Alguns monstros mitológicos da literatura antiga podem, afinal, ser baleias a caçar peixes
As mitologias antigas de várias culturas estão repletas de criaturas grotescas que rumam os oceanos, que afundam navios e devoram marinheiros. No entanto, muitas das descrições de alguns desses seres fantásticos feitas pelos navegadores podem, no final de contas, ser descrições de um comportamento das baleias que só foi descoberto pelos cientistas há pouco mais de uma década.

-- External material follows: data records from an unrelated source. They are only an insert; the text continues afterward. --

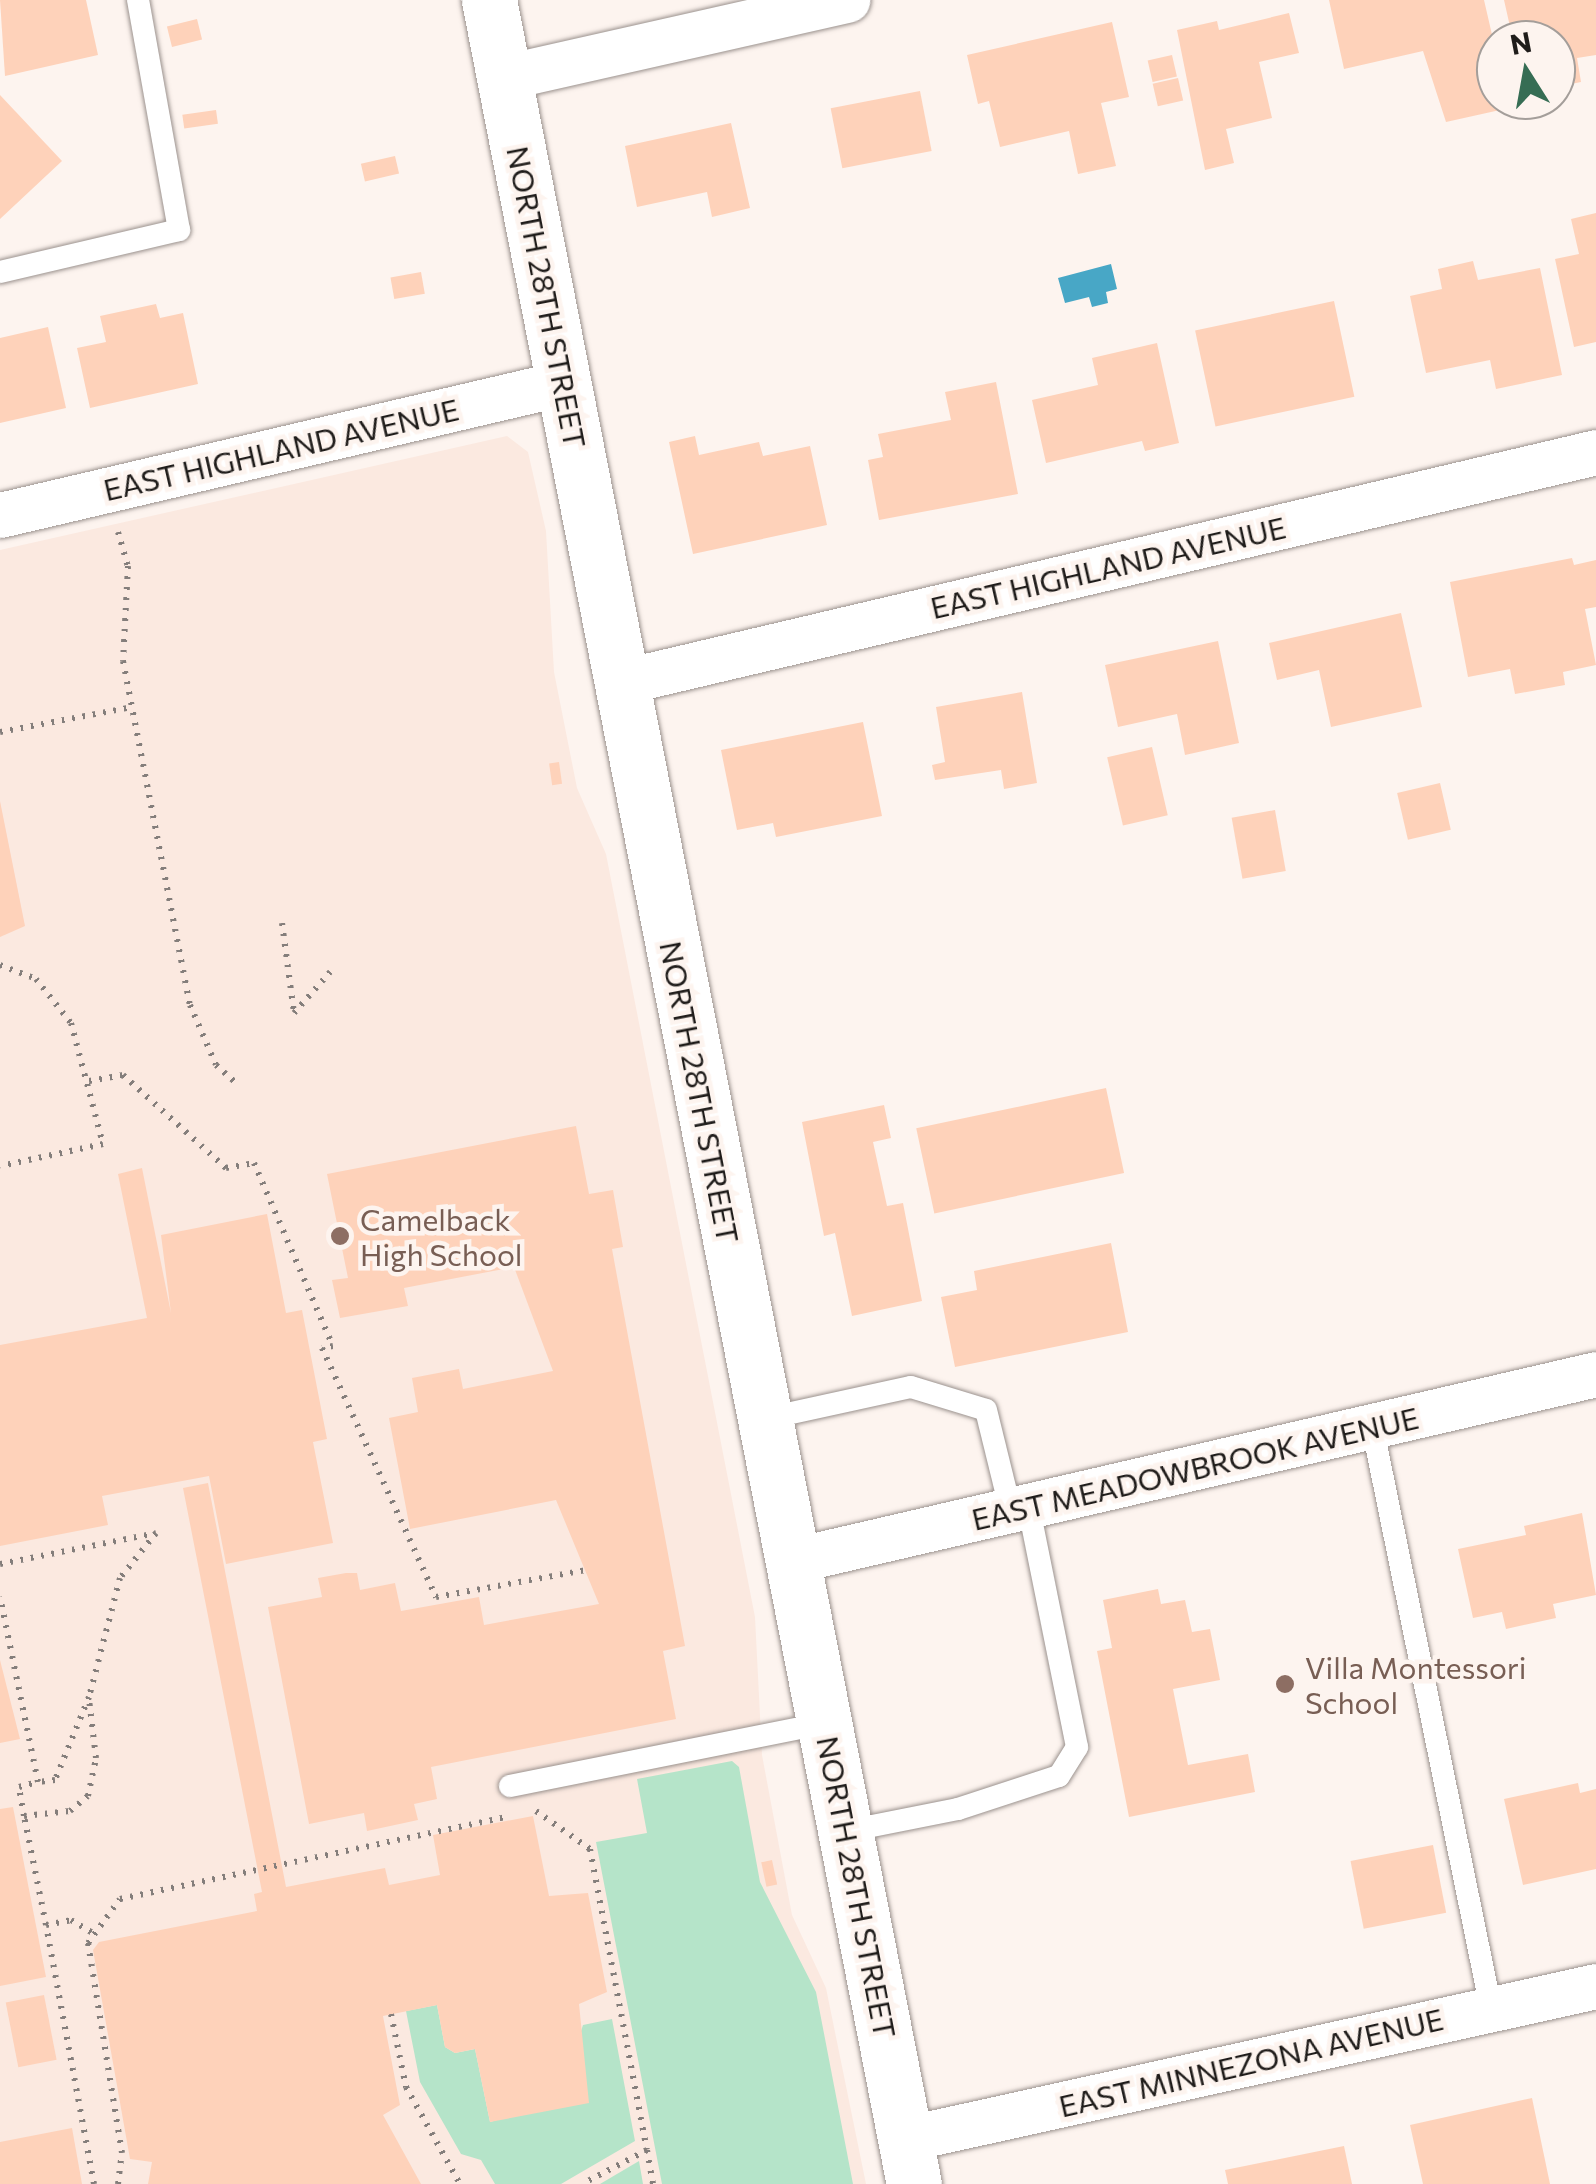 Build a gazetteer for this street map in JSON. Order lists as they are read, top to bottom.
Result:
{
  "streets": {
    "street": [
      "NORTH 28TH STREET",
      "EAST HIGHLAND AVENUE",
      "EAST MEADOWBROOK AVENUE",
      "EAST MINNEZONA AVENUE"
    ]
  },
  "crossings": [
    ["NORTH 28TH STREET", "EAST HIGHLAND AVENUE"],
    ["NORTH 28TH STREET", "EAST MEADOWBROOK AVENUE"],
    ["NORTH 28TH STREET", "EAST MINNEZONA AVENUE"]
  ],
  "places": ["Camelback High School", "Villa Montessori School"],
  "north": "top"
} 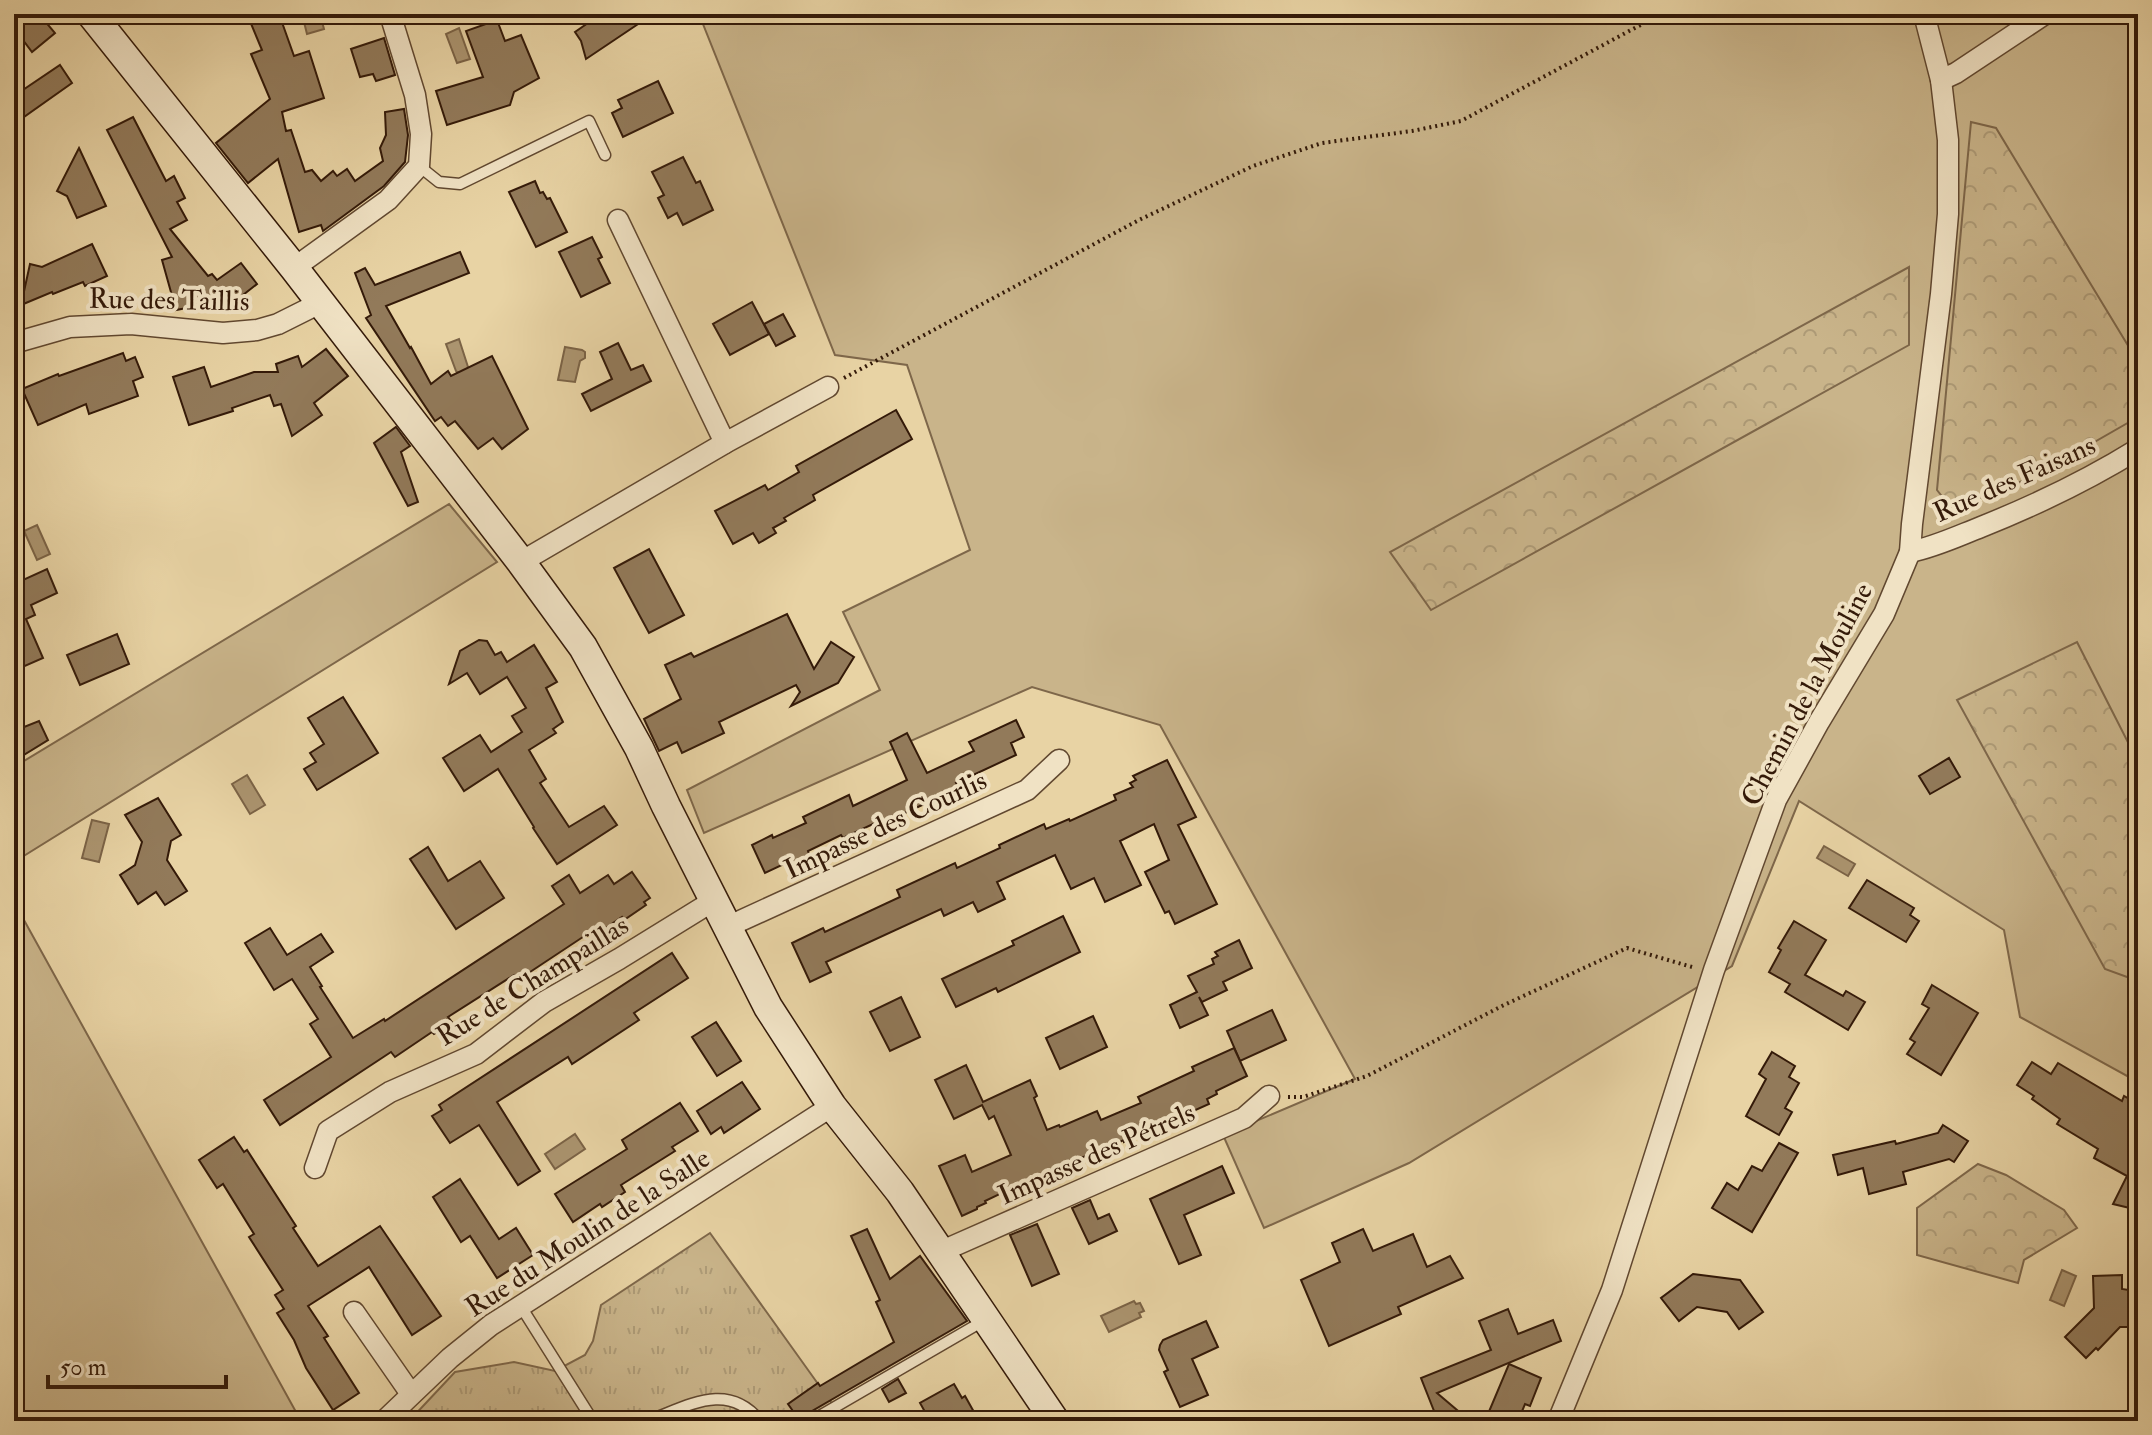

Em 2011, ao largo da costa nordeste de Vancouver Island, no Canadá, os investigadores observaram baleias-de-bossa (Megaptera novaeangliae) a flutuarem na superfície da água, praticamente imóveis, com as suas grandes bocas escancaradas, com a mandíbula superior a erguer-se no ar como o pescoço de alguma criatura marinha aterradora e a mandíbula inferior escondida sob a água.
Conhecida como ‘alimentação por armadilhagem’ (ou trap feeding, em inglês), esta técnica, creem os cientistas, permite às baleias levar as presas, como peixes e lulas, a pensarem que a boca aberta se trata, afinal, de um abrigo onde se podem proteger dos predadores. Uma vez lá dentro, as baleias fecham a boca e engolem as presas. Desde então, esta tática foi também identificada em 14 outras espécies de baleia.
No entanto, uma equipa de cientistas sociais da Flinders University, na Austrália, acredita que este comportamento, apesar de novo para a Ciência moderna, já tinha sido observado na Antiguidade e pode ter estado na origem dos mitos de criaturas monstruosas, como a Hafgufa, o peixe do tamanho de uma ilha da mitologia nórdica, ou a tartaruga gigante da mitologia grega conhecida como Aspidochelone.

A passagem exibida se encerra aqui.